“'Pip, pip!' What in the world's 'Pip, pip?' The child is Brother William's child, to be sure,” said Kate, who always referred to the Dyce relations as if they were her own. “You have heard of Brother William?”

“Him that was married to the play-actress and never wrote home?” shouted the letter-carrier. “He went away before my time. Go on; quick, for I'm in a desperate hurry this mornin'.”

“Well, he died abroad in Chickagoo—God have mercy on him dying so far away from home, and him without a word of Gaelic in his head!—and a friend o' his father's bringing the boy home to his aunties.”

“Where in the world's Chickagoo?” bellowed the postman.

“In America, of course—where else would it be but in America?” said Kate, contemptuously. “Where is your education not to know that Chickagoo is in America, where the servant-maids have a pound a week of wages, and learn the piano, and can get married when they like quite easy?”

“Bless me! do you say so?” cried the postman, in amazement, and not without a pang of jealousy.

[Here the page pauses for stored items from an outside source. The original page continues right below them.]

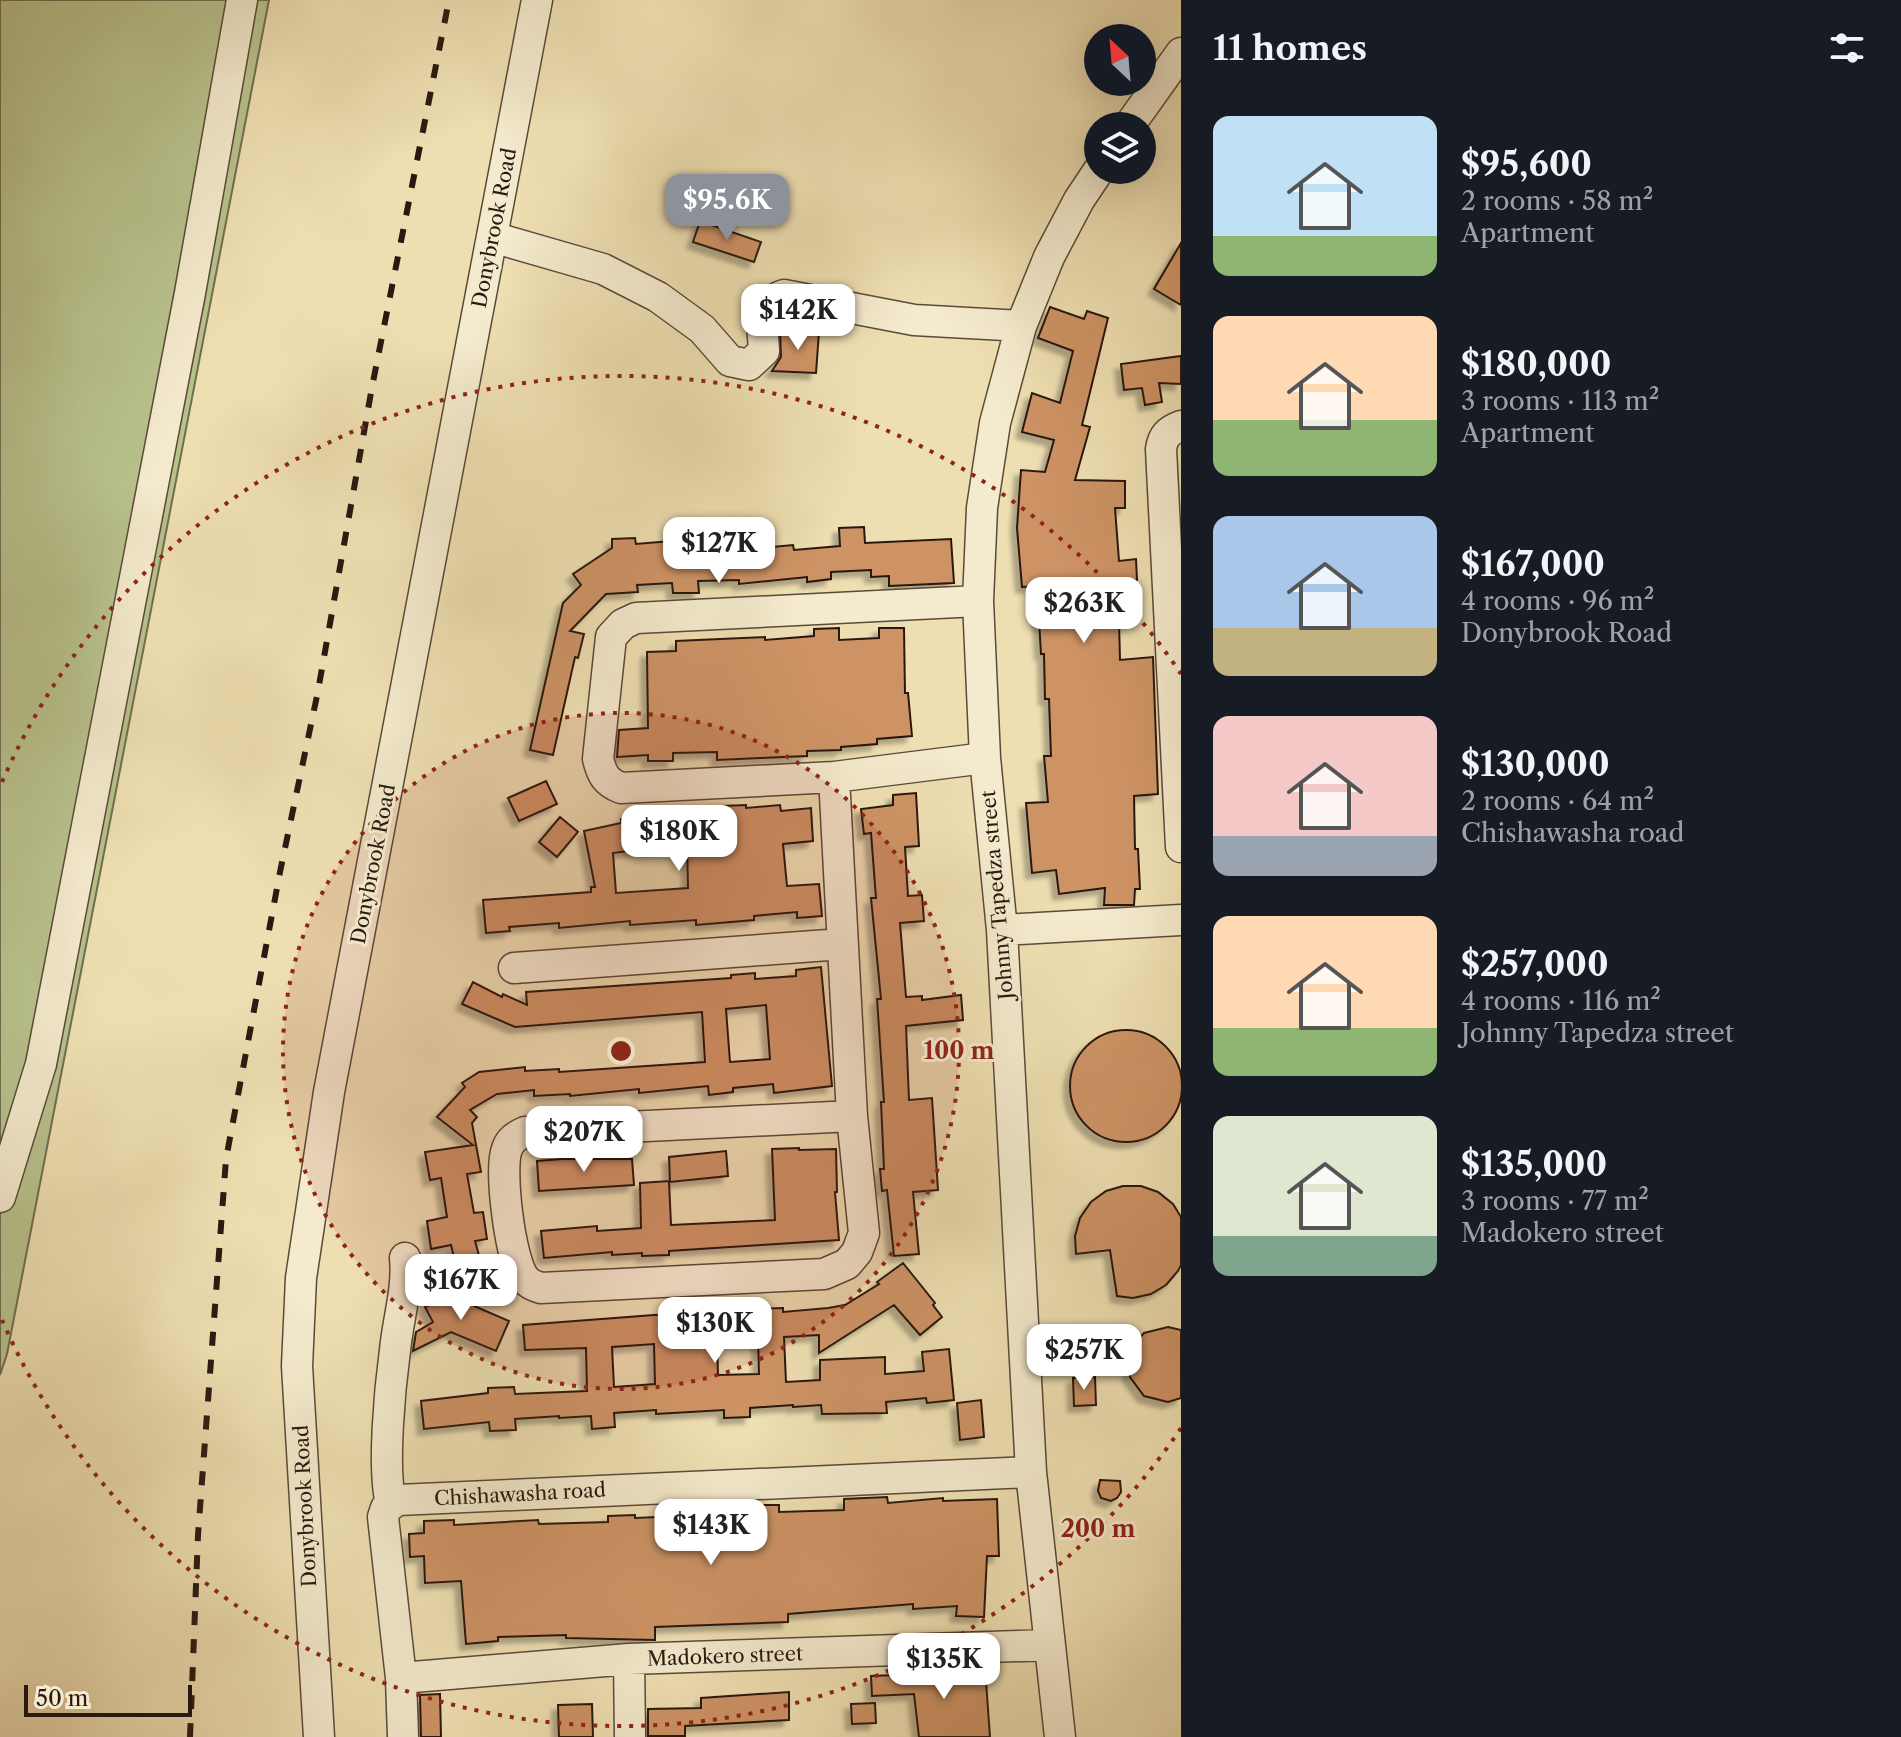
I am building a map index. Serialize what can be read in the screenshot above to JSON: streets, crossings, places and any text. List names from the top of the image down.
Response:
{
  "streets": {
    "street": [
      "Donybrook Road",
      "Johnny Tapedza street",
      "Chishawasha road",
      "Madokero street"
    ]
  },
  "crossings": [
    ["Johnny Tapedza street", "Chishawasha road"],
    ["Johnny Tapedza street", "Madokero street"]
  ],
  "scale_bar": "50 m",
  "north": "top left",
  "page": {
    "heading": "11 homes",
    "list": [
      {
        "name": "$95,600",
        "note": "2 rooms · 58 m² · Apartment"
      },
      {
        "name": "$180,000",
        "note": "3 rooms · 113 m² · Apartment"
      },
      {
        "name": "$167,000",
        "note": "4 rooms · 96 m² · Donybrook Road"
      },
      {
        "name": "$130,000",
        "note": "2 rooms · 64 m² · Chishawasha road"
      },
      {
        "name": "$257,000",
        "note": "4 rooms · 116 m² · Johnny Tapedza street"
      },
      {
        "name": "$135,000",
        "note": "3 rooms · 77 m² · Madokero street"
      }
    ],
    "price": [
      "$95.6K",
      "$142K",
      "$127K",
      "$263K",
      "$180K",
      "$207K",
      "$167K",
      "$130K",
      "$257K",
      "$143K",
      "$135K"
    ],
    "scale": "50 m"
  },
  "rings": ["100 m", "200 m"]
}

“Yes, I say so!” said Kate, in the snappish style she often showed to the letter-carrier. “And the child is coming this very day with the coach-and-twice from Maryfield railway station—oh, them trains! them trains! with their accidents; my heart is in my mouth to think of a child in them. Will you not come round to the back and get the mistress's New Year dram? She is going to give a New Year dram to every man that calls on business this day. But I will not let you in, for it is in my mind that you would not be a lucky first-foot.”

“Much obleeged,” said the postman, “but ye needna be feared. I'm not allowed to go dramming at my duty. It's offeecial, and I canna help it. If it was not offeecial, there's few letter-carriers that wouldna need to hae iron hoops on their heids to keep their brains from burstin' on the day efter New Year.”

Kate heard a voice behind her, and pulled her head in hurriedly with a gasp, and a cry of “Mercy, the start I got!” while the postman fled on his rounds. Miss Dyce stood behind, in the kitchen, indignant.

“You are a perfect heartbreak, Kate,” said the mistress. “I have rung for breakfast twice and you never heard me, with your clattering out there to the letter-carrier. It's a pity you cannot marry the glee party, as Mr. Dyce calls him, and be done with it.”